Extract, exactly as written, each line from the start of the records below to the line containing "font-size:11px; color:#11290f; font-weight:700", both ends included; drop the pictures.

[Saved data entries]
--
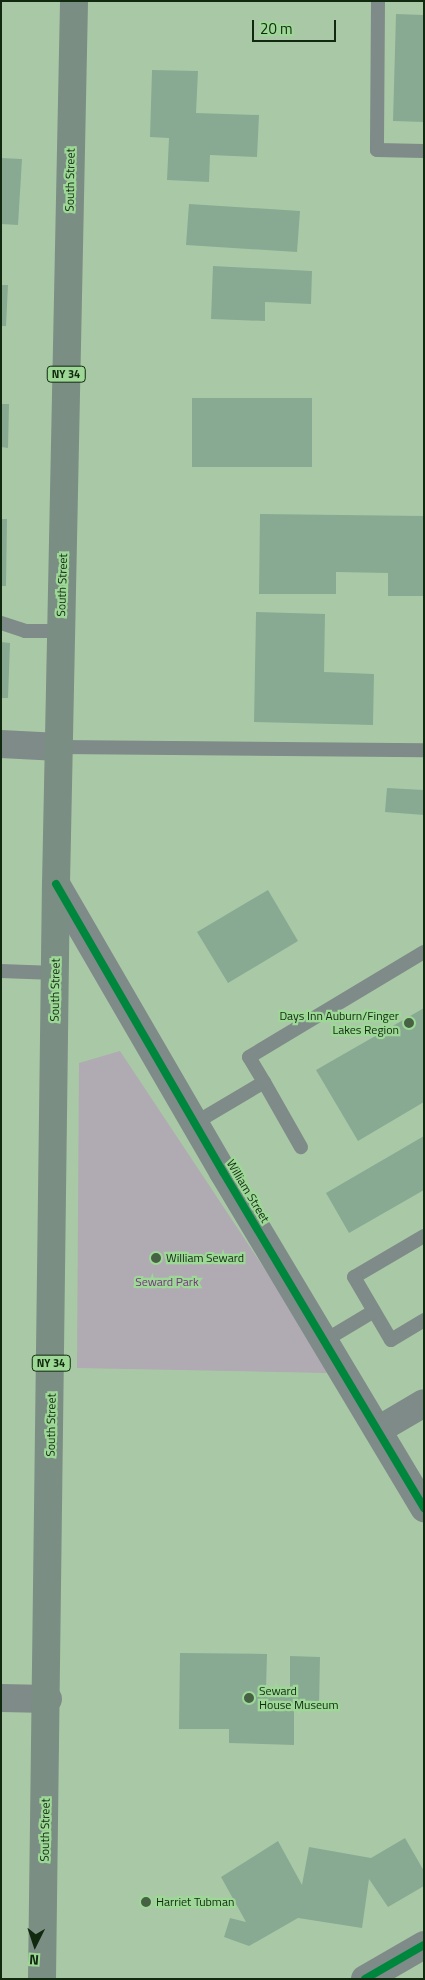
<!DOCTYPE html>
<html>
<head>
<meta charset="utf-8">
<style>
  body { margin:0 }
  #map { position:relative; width:425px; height:1980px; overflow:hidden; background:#a9c9a6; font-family:"Titillium Web",sans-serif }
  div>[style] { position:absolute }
  .green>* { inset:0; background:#b0aab2 }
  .building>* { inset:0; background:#89aa92 }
  .service>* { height:14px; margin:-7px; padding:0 7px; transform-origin:7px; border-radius:7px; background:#7e8b88 }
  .minor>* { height:28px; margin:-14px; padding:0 14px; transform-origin:14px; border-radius:14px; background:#7e8b88 }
  .tertiary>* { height:28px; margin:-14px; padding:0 14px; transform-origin:14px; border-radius:14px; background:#7e8b88 }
  .primary>* { height:28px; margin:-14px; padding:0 14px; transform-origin:14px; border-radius:14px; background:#7b8e84 }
  .cycleway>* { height:8px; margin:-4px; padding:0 4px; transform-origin:4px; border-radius:4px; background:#00873e }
  .dots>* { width:14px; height:14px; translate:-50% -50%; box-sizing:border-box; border:2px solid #9dd897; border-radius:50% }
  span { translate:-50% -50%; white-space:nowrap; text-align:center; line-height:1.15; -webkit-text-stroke:4.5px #9dd897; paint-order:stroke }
  .shield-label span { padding:1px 4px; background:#9dd897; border:1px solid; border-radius:4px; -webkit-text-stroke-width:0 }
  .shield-label { font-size:11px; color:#11290f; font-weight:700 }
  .street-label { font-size:12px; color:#11290f }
  .poi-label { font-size:12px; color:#11290f }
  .right { translate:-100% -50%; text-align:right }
  .left { translate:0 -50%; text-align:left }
  .park-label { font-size:12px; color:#773281 }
  .frame { position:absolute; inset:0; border:2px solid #11290f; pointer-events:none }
  .north { position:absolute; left:10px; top:1920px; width:50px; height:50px; -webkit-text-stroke:4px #9dd897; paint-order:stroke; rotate:184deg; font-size:14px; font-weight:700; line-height:20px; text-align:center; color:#11290f }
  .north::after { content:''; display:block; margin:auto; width:18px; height:22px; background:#11290f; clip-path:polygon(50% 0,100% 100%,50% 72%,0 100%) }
  .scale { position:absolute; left:252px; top:20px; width:84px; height:22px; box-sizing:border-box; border:2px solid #11290f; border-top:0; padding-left:6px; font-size:15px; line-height:18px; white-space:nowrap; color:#11290f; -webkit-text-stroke:4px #9dd897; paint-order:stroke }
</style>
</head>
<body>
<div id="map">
  <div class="green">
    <div style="clip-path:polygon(120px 1051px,331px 1369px,326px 1373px,77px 1368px,79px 1063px)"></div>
  </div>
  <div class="building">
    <div style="clip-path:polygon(396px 14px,424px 15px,424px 122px,393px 121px)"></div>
    <div style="clip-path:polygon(152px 70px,198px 71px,196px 113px,259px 115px,257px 157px,210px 155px,209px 182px,167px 180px,169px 138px,150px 137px)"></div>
    <div style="clip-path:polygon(1px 158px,22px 159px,18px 225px,1px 224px)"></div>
    <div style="clip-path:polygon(189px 204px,300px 211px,297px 252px,186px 245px)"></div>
    <div style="clip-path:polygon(213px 266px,312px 271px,311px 304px,265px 302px,265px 321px,211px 319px)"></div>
    <div style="clip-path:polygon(1px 285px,8px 285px,6px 326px,1px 326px)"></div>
    <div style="clip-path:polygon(192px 398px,312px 398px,312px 467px,192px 467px)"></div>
    <div style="clip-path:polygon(1px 404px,9px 404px,8px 448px,1px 447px)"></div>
    <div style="clip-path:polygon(260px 514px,424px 516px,424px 596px,388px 596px,388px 573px,336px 572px,336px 594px,259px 594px)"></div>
    <div style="clip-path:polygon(1px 519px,7px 519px,6px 586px,1px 586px)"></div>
    <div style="clip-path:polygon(256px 612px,325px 614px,324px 672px,374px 674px,373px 725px,254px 722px)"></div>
    <div style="clip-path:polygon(1px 642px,10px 643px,8px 698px,1px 698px)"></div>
    <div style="clip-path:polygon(387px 788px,424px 790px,424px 815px,385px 812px)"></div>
    <div style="clip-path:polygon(268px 890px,298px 941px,228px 983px,197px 932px)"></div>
    <div style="clip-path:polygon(424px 1008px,424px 1102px,358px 1141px,316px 1070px)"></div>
    <div style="clip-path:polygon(424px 1136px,424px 1190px,349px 1233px,326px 1193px)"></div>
    <div style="clip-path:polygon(180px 1653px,267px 1654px,266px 1690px,290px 1690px,290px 1656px,320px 1657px,319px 1707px,294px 1706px,294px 1745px,229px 1743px,229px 1729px,179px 1729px)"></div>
    <div style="clip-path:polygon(405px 1838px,424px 1871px,424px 1886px,388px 1907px,369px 1879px,362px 1928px,298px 1918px,249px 1946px,224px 1937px,230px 1918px,246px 1922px,221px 1877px,278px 1841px,302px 1885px,309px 1847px,371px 1858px)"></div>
  </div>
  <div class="service">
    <div style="left:378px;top:1px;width:149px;rotate:90.4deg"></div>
    <div style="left:377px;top:150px;width:47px;rotate:1.2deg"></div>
    <div style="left:1px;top:623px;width:25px;rotate:18deg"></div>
    <div style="left:25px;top:631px;width:36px"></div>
    <div style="left:59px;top:747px;width:365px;rotate:0.5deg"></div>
    <div style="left:1px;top:971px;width:54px;rotate:2.1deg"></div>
    <div style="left:264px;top:1082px;width:75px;rotate:60.4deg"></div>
    <div style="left:195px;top:1123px;width:80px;rotate:-30.7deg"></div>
    <div style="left:264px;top:1082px;width:29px;rotate:-121deg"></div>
    <div style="left:249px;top:1057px;width:204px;rotate:-31deg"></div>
    <div style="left:424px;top:1236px;width:81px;rotate:149.6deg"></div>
    <div style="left:354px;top:1277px;width:73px;rotate:59.6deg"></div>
    <div style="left:391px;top:1340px;width:39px;rotate:-31deg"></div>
    <div style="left:324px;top:1341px;width:58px;rotate:-31deg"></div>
  </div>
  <div class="minor">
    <div style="left:1px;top:744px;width:58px;rotate:3deg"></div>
    <div style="left:56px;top:884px;width:333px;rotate:59.9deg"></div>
    <div style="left:223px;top:1172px;width:392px;rotate:59.1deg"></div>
    <div style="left:378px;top:1430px;width:53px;rotate:-30.4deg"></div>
    <div style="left:1px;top:1698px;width:47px;rotate:1.2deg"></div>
  </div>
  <div class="tertiary">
    <div style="left:365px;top:1979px;width:68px;rotate:-30deg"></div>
  </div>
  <div class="primary">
    <div style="left:42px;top:1979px;width:1095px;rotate:-89.27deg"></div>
    <div style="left:56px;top:884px;width:883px;rotate:-88.83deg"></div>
  </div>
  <div class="cycleway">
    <div style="left:56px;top:884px;width:333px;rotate:59.9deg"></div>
    <div style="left:223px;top:1172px;width:392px;rotate:59.1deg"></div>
    <div style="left:365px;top:1979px;width:68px;rotate:-30deg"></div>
  </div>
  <div class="dots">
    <div style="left:409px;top:1023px;background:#466144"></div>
    <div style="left:156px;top:1258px;background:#466144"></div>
    <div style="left:249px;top:1698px;background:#466144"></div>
    <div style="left:146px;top:1902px;background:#466144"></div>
  </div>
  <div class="shield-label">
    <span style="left:66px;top:374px">NY 34</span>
    <span style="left:51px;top:1363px">NY 34</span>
  </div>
  <div class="street-label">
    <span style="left:70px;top:180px;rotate:-89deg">South Street</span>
    <span style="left:62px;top:585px;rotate:-88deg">South Street</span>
    <span style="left:55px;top:990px;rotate:-89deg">South Street</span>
    <span style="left:248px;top:1191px;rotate:59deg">William Street</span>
    <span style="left:51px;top:1425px;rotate:-89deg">South Street</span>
    <span style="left:45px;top:1830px;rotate:-89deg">South Street</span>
  </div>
  <div class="poi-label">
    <span class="right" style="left:399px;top:1023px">Days Inn Auburn/Finger<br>Lakes Region</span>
    <span class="left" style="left:166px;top:1258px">William Seward</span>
    <span class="left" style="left:259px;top:1698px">Seward<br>House Museum</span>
    <span class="left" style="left:156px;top:1902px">Harriet Tubman</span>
  </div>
  <div class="park-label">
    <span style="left:167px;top:1282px">Seward Park</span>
  </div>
  <div class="frame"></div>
  <div class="north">N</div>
  <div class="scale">20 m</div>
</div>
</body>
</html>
--
[Task solution]:
<!DOCTYPE html>
<html>
<head>
<meta charset="utf-8">
<style>
  body { margin:0 }
  #map { position:relative; width:425px; height:1980px; overflow:hidden; background:#a9c9a6; font-family:"Titillium Web",sans-serif }
  div>[style] { position:absolute }
  .green>* { inset:0; background:#b0aab2 }
  .building>* { inset:0; background:#89aa92 }
  .service>* { height:14px; margin:-7px; padding:0 7px; transform-origin:7px; border-radius:7px; background:#7e8b88 }
  .minor>* { height:28px; margin:-14px; padding:0 14px; transform-origin:14px; border-radius:14px; background:#7e8b88 }
  .tertiary>* { height:28px; margin:-14px; padding:0 14px; transform-origin:14px; border-radius:14px; background:#7e8b88 }
  .primary>* { height:28px; margin:-14px; padding:0 14px; transform-origin:14px; border-radius:14px; background:#7b8e84 }
  .cycleway>* { height:8px; margin:-4px; padding:0 4px; transform-origin:4px; border-radius:4px; background:#00873e }
  .dots>* { width:14px; height:14px; translate:-50% -50%; box-sizing:border-box; border:2px solid #9dd897; border-radius:50% }
  span { translate:-50% -50%; white-space:nowrap; text-align:center; line-height:1.15; -webkit-text-stroke:4.5px #9dd897; paint-order:stroke }
  .shield-label span { padding:1px 4px; background:#9dd897; border:1px solid; border-radius:4px; -webkit-text-stroke-width:0 }
  .shield-label { font-size:11px; color:#11290f; font-weight:700 }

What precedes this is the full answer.